> [INFORMATION PROVIDED]

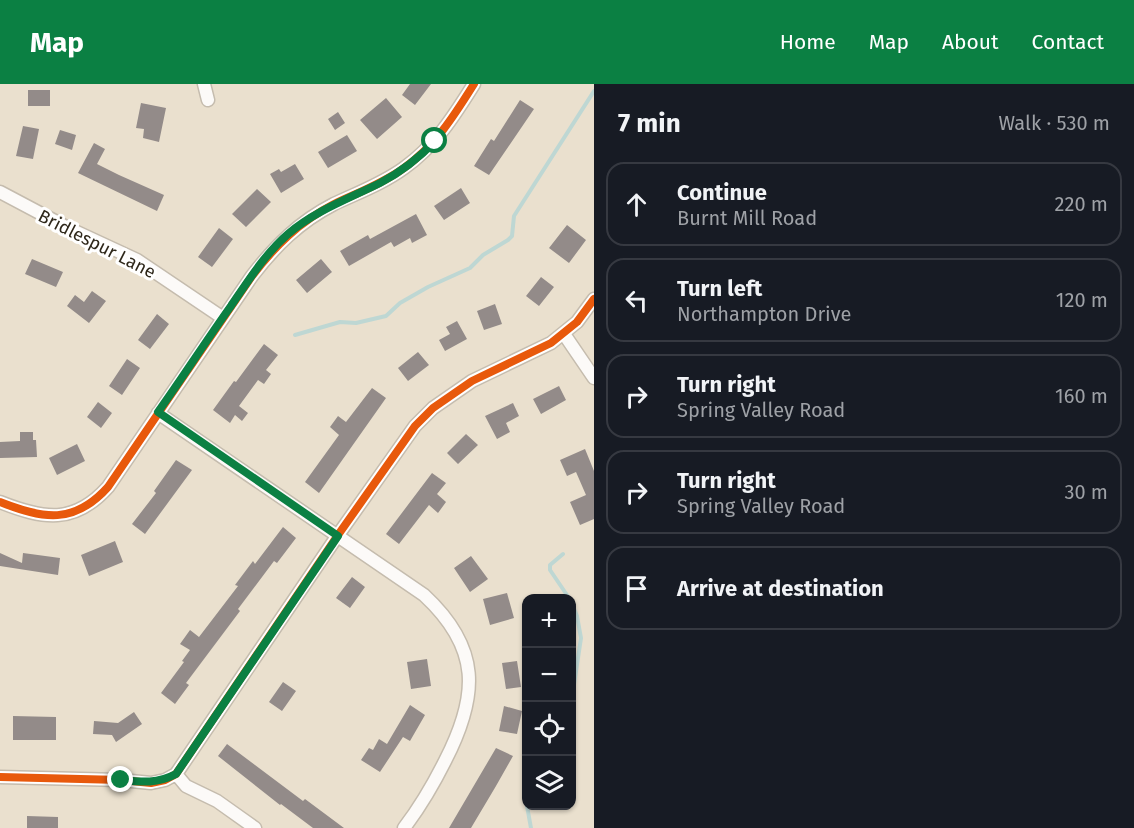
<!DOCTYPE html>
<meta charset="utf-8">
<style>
body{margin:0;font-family:"Fira Sans",sans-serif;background:#242831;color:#f1f3f6}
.controls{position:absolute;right:18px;bottom:18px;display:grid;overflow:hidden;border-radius:12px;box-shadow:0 2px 4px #0004}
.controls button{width:54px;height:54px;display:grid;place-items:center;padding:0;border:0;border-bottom:2px solid #363941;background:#171b24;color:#f1f3f6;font:30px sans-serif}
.stop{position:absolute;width:18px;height:18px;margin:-14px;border:4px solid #0b8043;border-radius:50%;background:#fff}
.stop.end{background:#0b8043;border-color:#fff;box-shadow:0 2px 6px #0008}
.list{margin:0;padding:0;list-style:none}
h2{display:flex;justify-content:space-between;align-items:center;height:78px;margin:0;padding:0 24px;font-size:26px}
h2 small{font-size:20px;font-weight:400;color:#9ea1a6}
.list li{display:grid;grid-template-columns:39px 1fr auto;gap:18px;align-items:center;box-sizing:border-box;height:84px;margin:0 12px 12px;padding:0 12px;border:2px solid #363941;border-radius:18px}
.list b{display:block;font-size:22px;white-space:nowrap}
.list p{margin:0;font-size:20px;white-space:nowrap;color:#9ea1a6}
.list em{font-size:20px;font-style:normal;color:#9ea1a6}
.icon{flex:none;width:33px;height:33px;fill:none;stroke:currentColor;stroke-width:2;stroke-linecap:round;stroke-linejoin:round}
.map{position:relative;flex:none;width:594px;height:744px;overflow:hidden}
header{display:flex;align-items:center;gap:36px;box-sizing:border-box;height:84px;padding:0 30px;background:#0b8043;color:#fff}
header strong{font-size:28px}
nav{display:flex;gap:33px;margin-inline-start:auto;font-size:21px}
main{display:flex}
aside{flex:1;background:#171b24}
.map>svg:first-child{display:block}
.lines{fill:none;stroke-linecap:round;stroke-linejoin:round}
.stream{stroke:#bed7d3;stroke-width:4}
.building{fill:#938b89}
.minor-casing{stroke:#c5bcae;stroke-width:15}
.minor{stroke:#fcfaf8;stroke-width:12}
.cycleway-casing{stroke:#fff;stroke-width:11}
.cycleway{stroke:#e8590c;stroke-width:8}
.route{stroke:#0b8043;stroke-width:8}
.labels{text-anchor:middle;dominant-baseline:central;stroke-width:6;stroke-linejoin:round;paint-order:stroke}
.street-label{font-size:18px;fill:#2e271a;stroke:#fff}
</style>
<header>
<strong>Map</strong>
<nav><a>Home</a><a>Map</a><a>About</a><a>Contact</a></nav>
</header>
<main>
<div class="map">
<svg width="594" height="744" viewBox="0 0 594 744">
<rect width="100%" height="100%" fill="#eae0ce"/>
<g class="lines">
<!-- stream -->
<path class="stream" d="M 295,251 L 340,238 L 356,239 L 386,232 L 400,219 L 428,203 L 470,184 L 483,171 L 508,156 L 512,152 L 514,132 L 594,7
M 563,470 L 550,481 L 550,486 L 569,514
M 572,520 L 577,532 L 581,554 L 572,614
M 527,722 L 531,744"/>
</g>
<!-- building -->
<path class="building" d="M 410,0 L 431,0 L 415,21 L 402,11 Z
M 28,6 L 50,6 L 50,22 L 28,22 Z
M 386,14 L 402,33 L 377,55 L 360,36 Z
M 520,16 L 534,25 L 489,91 L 474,82 L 491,55 L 494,57 Z
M 141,19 L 166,24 L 159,58 L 143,54 L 144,45 L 136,44 Z
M 338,28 L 345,39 L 335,46 L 328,35 Z
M 23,42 L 39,45 L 33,75 L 16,72 Z
M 60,46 L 76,51 L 72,66 L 55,60 Z
M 347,51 L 357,67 L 328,84 L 318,68 Z
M 94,59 L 105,65 L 97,80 L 119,91 L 164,111 L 157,127 L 78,89 Z
M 295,80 L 304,95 L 281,109 L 270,90 L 279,85 L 281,88 Z
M 461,104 L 470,119 L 444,136 L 434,122 Z
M 257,105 L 271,118 L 246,143 L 232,130 Z
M 416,130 L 427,151 L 412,159 L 410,154 L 394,163 L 391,158 L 349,182 L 340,167 L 368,151 L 370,155 Z
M 567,141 L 586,156 L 569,179 L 549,164 Z
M 219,144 L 233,155 L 212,183 L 198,173 Z
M 32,175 L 63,188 L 56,203 L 25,190 Z
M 321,175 L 332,188 L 307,209 L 296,196 Z
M 541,193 L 554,203 L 539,222 L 526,212 Z
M 92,207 L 106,217 L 89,239 L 67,222 L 75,211 L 84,218 Z
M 495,220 L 502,240 L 484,246 L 477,227 Z
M 157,230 L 169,240 L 150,265 L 138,256 Z
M 457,237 L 467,255 L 445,267 L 439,256 L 450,250 L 446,243 Z
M 264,260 L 278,271 L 266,286 L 271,290 L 264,300 L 258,296 L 239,322 L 248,329 L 242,337 L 235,331 L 230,339 L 213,326 L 234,297 L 236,298 Z
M 418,268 L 429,281 L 408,297 L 398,284 Z
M 127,275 L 140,284 L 122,311 L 109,302 Z
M 559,302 L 566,316 L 541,330 L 533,315 Z
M 372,304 L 386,314 L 319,409 L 305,398 L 339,351 L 330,343 L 338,332 L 346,338 Z
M 98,318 L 112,329 L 101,344 L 87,333 Z
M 513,319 L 519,332 L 506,339 L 510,348 L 497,355 L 485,332 Z
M 20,348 L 33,348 L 33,356 L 36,356 L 37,373 L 0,374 L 0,358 L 20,357 Z
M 466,350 L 478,361 L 458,380 L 447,369 Z
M 77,360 L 85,377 L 57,391 L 49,374 Z
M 585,365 L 594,387 L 594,435 L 580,441 L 570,418 L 586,411 L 576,388 L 567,392 L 560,376 Z
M 176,376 L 192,386 L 145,450 L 132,440 L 156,409 L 154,407 Z
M 432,389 L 446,399 L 437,410 L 446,418 L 438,429 L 429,421 L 399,460 L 386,450 Z
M 283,443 L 296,454 L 277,479 L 274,477 L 238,525 L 240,527 L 186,599 L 189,601 L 175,620 L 161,609 L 184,578 L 182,577 L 190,566 L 180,560 L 190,546 L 199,553 L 238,502 L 235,501 L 253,477 L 255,480 Z
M 115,457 L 123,478 L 89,492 L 81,471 Z
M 0,469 L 22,479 L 23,469 L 60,474 L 58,491 L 0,482 Z
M 471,472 L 488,495 L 470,508 L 454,484 Z
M 352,493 L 365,503 L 350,524 L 336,514 Z
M 507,509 L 514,534 L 490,541 L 483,515 Z
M 427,575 L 431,602 L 411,605 L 407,578 Z
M 517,577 L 521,603 L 506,605 L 502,579 Z
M 283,598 L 296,607 L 282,627 L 269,618 Z
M 410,621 L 425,631 L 410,657 L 403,653 L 380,688 L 361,676 L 369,664 L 373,666 L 379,655 L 387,660 Z
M 504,622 L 522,627 L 517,650 L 499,647 Z
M 134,628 L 142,640 L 116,658 L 112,651 L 93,650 L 94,637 L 118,639 Z
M 13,632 L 56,633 L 56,656 L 13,656 Z
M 227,660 L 303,717 L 305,715 L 344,744 L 313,744 L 281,720 L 280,721 L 218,672 Z
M 496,664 L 513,672 L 496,702 L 471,744 L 449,744 Z
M 27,732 L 58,733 L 58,744 L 27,744 Z"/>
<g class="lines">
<defs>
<path id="minor" d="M 204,0 L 208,16
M 0,108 L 68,144 L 137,176 L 223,234
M 564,250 L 594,294
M 158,329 L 424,511 C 481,564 479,611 445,677 C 433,701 420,723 404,744
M 0,418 C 43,435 74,441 108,403 L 252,192 C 275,162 299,138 334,120 C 357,109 382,100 404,84 C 435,62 454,32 474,0
M 176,690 L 186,702 L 217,717 L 255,744
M 0,693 L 121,696 L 151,699 L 165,696 L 176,690 L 338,451 L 415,342 L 433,324 L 472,297 L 551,259 L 577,238 L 594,215"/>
</defs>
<!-- minor casing -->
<use href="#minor" class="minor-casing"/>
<!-- minor -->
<use href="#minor" class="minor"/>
<defs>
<path id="cycleway" d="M 0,418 C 43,435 74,441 108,403 L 252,192 C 275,162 299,138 334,120 C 357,109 382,100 404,84 C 435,62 454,32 474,0
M 0,693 L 121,696 L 151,699 L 165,696 L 176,690 L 338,451 L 415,342 L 433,324 L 472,297 L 551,259 L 577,238 L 594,215"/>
</defs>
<!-- cycleway casing -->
<use href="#cycleway" class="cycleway-casing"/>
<!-- cycleway -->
<use href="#cycleway" class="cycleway"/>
</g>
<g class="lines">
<!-- route -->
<path class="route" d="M 121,696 C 141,698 157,700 176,690 L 338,452 L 158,328 C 183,293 206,257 231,222 C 248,197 265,170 288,150 C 315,127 348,115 380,99 C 401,88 419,74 435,57"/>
</g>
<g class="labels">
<!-- street labels -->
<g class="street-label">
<text transform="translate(97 160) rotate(27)">Bridlespur Lane</text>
</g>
</g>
</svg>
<div class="controls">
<button>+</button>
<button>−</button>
<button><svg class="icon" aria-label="locate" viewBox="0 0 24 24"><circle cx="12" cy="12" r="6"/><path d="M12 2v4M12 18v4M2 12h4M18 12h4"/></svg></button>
<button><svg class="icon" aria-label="layers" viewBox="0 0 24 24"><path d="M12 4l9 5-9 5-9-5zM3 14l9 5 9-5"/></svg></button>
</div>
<div class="stop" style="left:435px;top:57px"></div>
<div class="stop end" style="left:121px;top:696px"></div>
</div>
<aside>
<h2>7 min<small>Walk · 530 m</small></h2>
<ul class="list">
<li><svg class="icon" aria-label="ahead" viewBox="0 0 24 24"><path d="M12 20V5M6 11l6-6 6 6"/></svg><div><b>Continue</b><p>Burnt Mill Road</p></div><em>220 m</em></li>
<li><svg class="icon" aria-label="left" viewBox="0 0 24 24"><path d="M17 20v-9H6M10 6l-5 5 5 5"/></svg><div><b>Turn left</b><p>Northampton Drive</p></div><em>120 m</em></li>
<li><svg class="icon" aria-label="right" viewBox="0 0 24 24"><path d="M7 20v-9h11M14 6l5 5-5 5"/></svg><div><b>Turn right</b><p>Spring Valley Road</p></div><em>160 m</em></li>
<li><svg class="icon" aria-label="right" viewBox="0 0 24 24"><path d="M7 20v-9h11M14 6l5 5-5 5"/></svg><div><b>Turn right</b><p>Spring Valley Road</p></div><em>30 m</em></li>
<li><svg class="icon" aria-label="arrive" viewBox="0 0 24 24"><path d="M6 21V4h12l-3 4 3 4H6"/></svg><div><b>Arrive at destination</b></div></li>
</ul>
</aside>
</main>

> [PROBLEM REQUIREMENTS] Your answer should be a number only: the count of lines above in which the string "shadow" appears.

> [RESPONSE] 2